Background: Patients with higher-risk myelodysplastic syndromes (HR-MDS), if left untreated have lower overall survival (OS), progress to acute myeloid leukemia (AML) and increased burden. This systematic literature review (SLR) identified comprehensive evidence on clinical burden among patients with MDS.

Methodology: Literature search of English publications from 2011-2021 was conducted in Embase^®, MEDLINE^® and MEDLINE^®-In-process to identify relevant studies fulfilling pre-defined inclusion criteria. Data on study characteristics, patient demographics and clinical burden were extracted.

Results: 67 studies fulfilled eligibility criteria. Patients with HR-MDS were four-times less likely to survive compared to low-risk MDS (LR-MDS) over 85 months (HR:4.46, CI:2.8-7.1, p<0.001). Presence of comorbidities, abnormal karyotype and transfusion dependency were predictive of low survival with HR-MDS. Progression to AML was time-dependent and significantly associated with decreased survival (HR:1.80, CI:1.27-2.55, p<0·001). There was a high propensity of progression to AML among HR-MDS patients versus LR-MDS patients and time for AML transformation was shorter. AML transformation rate increased by 1.5-fold among HR-MDS patients, from first to second year of MDS diagnosis. Cardiovascular disorders and diabetes were common comorbidities, while anemia, thrombocytopenia and neutropenia lead to major symptom burden. Impact of IPSS-R categories on EuroQoL-5D scoring, was only marginal and varied per age, gender, comorbidities and transfusion requirement. Among HR-MDS patients, blood transfusion led to reduction in anemia and fatigue symptoms (p=0.016). Low quality of life (QoL) was associated with reduced survival. Increased age, male gender, increased comorbidities and increased blood transfusion significantly impacted QoL.

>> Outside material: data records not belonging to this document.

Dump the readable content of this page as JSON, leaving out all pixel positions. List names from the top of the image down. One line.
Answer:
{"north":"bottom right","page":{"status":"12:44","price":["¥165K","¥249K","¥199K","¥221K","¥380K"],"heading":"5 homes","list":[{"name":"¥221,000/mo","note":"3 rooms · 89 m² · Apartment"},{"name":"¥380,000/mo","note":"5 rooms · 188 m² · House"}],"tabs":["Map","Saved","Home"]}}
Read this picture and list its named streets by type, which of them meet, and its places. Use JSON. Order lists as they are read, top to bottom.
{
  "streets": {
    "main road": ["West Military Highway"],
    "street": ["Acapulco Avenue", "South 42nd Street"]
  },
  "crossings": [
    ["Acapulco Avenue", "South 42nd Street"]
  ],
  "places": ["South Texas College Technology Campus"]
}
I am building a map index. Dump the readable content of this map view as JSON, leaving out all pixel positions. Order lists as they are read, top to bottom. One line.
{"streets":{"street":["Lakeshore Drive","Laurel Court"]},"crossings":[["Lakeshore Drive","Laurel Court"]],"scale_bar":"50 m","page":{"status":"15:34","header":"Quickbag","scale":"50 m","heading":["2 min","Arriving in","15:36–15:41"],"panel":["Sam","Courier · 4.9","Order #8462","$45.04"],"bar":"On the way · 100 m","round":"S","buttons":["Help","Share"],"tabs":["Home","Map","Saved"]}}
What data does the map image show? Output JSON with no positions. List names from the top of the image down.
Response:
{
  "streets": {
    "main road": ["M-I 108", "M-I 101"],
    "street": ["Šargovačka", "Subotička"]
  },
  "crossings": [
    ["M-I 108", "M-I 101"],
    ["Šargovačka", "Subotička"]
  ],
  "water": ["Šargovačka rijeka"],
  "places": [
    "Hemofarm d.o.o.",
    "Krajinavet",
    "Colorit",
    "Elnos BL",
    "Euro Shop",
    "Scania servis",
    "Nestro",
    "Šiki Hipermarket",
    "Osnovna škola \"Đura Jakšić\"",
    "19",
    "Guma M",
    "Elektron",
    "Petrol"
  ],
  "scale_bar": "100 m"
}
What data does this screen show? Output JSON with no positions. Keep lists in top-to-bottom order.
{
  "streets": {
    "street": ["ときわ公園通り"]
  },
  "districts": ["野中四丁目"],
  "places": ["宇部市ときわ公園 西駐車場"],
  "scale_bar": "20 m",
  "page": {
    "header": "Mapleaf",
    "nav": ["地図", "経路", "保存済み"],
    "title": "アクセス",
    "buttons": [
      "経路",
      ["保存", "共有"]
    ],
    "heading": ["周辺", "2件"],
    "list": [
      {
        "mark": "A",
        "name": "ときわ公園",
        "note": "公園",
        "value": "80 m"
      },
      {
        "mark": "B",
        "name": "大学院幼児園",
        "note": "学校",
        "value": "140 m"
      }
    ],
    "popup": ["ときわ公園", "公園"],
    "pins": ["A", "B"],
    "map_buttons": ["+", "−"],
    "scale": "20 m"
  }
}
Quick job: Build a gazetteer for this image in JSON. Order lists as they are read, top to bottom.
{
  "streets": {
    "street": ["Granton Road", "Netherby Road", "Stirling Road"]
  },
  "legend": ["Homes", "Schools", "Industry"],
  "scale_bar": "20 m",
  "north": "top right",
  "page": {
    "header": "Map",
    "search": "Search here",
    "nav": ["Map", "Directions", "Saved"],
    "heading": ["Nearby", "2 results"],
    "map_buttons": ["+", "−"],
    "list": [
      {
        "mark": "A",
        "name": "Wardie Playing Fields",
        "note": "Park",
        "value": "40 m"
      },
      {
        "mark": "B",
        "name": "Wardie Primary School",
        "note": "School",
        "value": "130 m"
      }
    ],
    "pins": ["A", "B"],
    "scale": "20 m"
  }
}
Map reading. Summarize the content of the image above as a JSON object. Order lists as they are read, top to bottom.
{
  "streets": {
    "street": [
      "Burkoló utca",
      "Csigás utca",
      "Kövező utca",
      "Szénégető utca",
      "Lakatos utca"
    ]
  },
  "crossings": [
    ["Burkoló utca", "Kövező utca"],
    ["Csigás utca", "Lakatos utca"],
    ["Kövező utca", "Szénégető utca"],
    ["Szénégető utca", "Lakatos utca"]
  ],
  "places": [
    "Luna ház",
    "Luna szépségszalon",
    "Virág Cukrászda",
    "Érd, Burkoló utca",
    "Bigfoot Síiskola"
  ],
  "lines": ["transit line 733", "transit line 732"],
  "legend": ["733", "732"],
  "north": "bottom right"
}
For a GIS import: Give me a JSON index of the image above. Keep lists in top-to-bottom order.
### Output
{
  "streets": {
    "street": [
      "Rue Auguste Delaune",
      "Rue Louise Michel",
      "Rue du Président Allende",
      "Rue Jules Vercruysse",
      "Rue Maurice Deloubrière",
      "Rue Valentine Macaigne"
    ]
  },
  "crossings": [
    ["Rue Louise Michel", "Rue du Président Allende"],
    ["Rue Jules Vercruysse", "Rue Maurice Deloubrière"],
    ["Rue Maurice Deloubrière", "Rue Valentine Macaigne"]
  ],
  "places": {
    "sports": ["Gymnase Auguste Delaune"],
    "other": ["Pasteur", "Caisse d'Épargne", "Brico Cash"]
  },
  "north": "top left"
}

Conclusion: There is substantial clinical burden associated with MDS; age, gender, cytogenetics, comorbidities and blood transfusion being the predominant factors that predict survival and QoL. A transformation from MDS to AML was observed in large number of patients. Thus, there is a clear need for newer therapies focusing on improving symptoms and OS, particularly amongst HR-MDS patients.